Semih Yalçın, "Siyaset meydanına kan, zülüm, işkence, cinayet,
karmaşa, bölücülük gibi ne kadar pislik tohumu varsa ekenlerin
devşireceği; onursuzluk, sevgisizlik, kötülük, düşmanlık, kin ve
nefrettir. Düne kadar devlet malını yakıp yıkan, demokratik hak
arama bahanesiyle sokakları yangın yerine çeviren, esnafın
dükkânlarını indiren, okulları yakan bir zihniyetin bugün
suretihaktan görünmesi manidardır. AKP sözcüleri bunlara 'HDP,
PKK'ya silah bırakma çağrısında bulunsun.' diye evlere şenlik
açıklamalar yapmaktadır. Oysa bunlar PKK'nın ta kendisidir. Ama
şimdiden inkârcı politikalara hız vermişlerdir. 'Biz silahlı örgüt
değiliz' demeleri kendini inkârın, yalancılığın dikâlâsıdır. Herkes
bilmektedir ki PKK istediklerini almadıkça silah bırakmayacaktır.
Siyasi temsilcileri de Kandil sürüngenlerini Türk demokrasisinin
üzerinde Demokles'in kılıcı gibi asılı tutacak, sıkıştıklarında bir
pazarlık kartı olarak ceplerinde bulundurmaya devam edeceklerdir.

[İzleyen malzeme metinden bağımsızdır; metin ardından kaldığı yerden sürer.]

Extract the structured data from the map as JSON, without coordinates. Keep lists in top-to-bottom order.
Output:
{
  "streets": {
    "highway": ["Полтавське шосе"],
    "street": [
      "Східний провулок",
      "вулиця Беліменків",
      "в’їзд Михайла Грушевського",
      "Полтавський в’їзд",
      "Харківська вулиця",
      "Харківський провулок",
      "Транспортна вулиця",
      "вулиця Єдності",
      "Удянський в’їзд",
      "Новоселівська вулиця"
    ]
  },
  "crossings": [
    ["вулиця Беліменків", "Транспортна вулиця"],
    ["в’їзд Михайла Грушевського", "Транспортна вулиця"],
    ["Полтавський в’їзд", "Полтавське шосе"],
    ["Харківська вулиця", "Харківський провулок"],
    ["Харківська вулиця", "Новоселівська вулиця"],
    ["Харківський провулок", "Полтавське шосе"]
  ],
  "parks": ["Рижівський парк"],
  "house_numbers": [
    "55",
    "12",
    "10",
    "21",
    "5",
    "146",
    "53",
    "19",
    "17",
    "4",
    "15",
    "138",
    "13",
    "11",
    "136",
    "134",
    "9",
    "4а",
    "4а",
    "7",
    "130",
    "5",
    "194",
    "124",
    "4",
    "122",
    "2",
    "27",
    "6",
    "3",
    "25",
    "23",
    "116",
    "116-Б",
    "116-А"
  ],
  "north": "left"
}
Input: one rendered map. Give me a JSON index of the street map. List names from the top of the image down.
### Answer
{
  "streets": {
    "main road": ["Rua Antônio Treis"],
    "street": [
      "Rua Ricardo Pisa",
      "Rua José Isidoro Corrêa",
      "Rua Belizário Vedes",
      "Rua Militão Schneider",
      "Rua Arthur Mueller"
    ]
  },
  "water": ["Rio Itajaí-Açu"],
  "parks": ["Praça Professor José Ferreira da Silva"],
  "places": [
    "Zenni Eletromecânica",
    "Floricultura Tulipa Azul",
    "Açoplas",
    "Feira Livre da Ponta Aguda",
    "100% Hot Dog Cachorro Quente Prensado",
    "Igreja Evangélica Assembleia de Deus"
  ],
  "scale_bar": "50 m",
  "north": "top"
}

Şimdiden bunun işaretleri alınmaktadır. Nitekim HDP'nin seçim
kutlamalarında konuşan PKK'lı Burcu Çelik Özkan bismillah demeden
ilk siyasi kurşunu atmıştır. Özkan, köy korucularını sert bir dille
eleştirerek 'Bu memleketten defolup gideceksiniz. Bize uzattığınız
o keleşi size çevirmesini biz çok iyi biliyoruz' diyebilecek cüreti
kendinde bulabilmiştir. Bu dil, tehlikeli ve onursuz bir dildir. Bu
üslup; HDP'nin hâlâ Kandil'e ve silahlı mücadeleye yaslandığını,
kaleşnikofa güvendiğini göstermektedir. Böylece HDP asıl niyetini;
demokrat, uzlaşmacı ve yapıcı görüntüsünün arkasında nasıl bir
canavar gizlediğini, kuzu postuna bürünmüş sırtlan olduğunu ele
vermiştir. Bu konuda sureta özür dilenmesi ise zevahiri kurtarmak
içindir. Hem Demirtaş'ın hem de Özkan'ın sözleri; şımarıklığın, ne
oldum delisi olmanın göstergesidir. Bu tehlikeli çıkışlar, aynı
zamanda gizledikleri terörist potansiyelin yanardağ gibi için için
kaynamakta olduğu gerçeğini su yüzüne çıkarmıştır. Bunların
'Kovarız. Kaleşnikof çeviririz, yani öldürürüz' dediği insanlar,
birliğimiz ve dirliğimiz için kendilerini siper edip canlarını feda
etmişlerdir. Eğer şereften söz edilecekse bu paye PKK'nın siyasi
kanadının değil, onların hakkıdır. Türk milleti; kahraman
korucuların fedakârlığını, üstün hizmetlerini asla unutmaz ve
unutmayacaktır. Onların haklarını korumak da milletimizin vicdan ve
can borcudur" dedi.
"HDP'YE OY VERENLER; VEBAL ALTINDA
KALMIŞLARDIR"
Semih Yalçın, "PKK'nın siyasi kanadına verilen oyların çoğunluğu
korku ve sinmişlikten, önemli bir kısmı da sırf AKP'yi iktidardan
göndermek isteyenlerle Tayyip Erdoğan'dan iğrenen bir kısım
vatandaşımızın bu örgütü tercih etmesindendir. Ne var ki bu şekilde
HDP'ye oy verenler; eli kanlı örgütün 1984 yılından bu yana
işlediği cinayetlere, devlete verdiği zararlara zımnen onay
vermişler, vebal altında kalmışlardır. Bununla birlikte Türkiye'de
ne kadar zararlı ve marjinal aşırı sol örgüt ve parti varsa
seçimlerde HDP ile yan yana gelmiş aynı safta yer almıştır.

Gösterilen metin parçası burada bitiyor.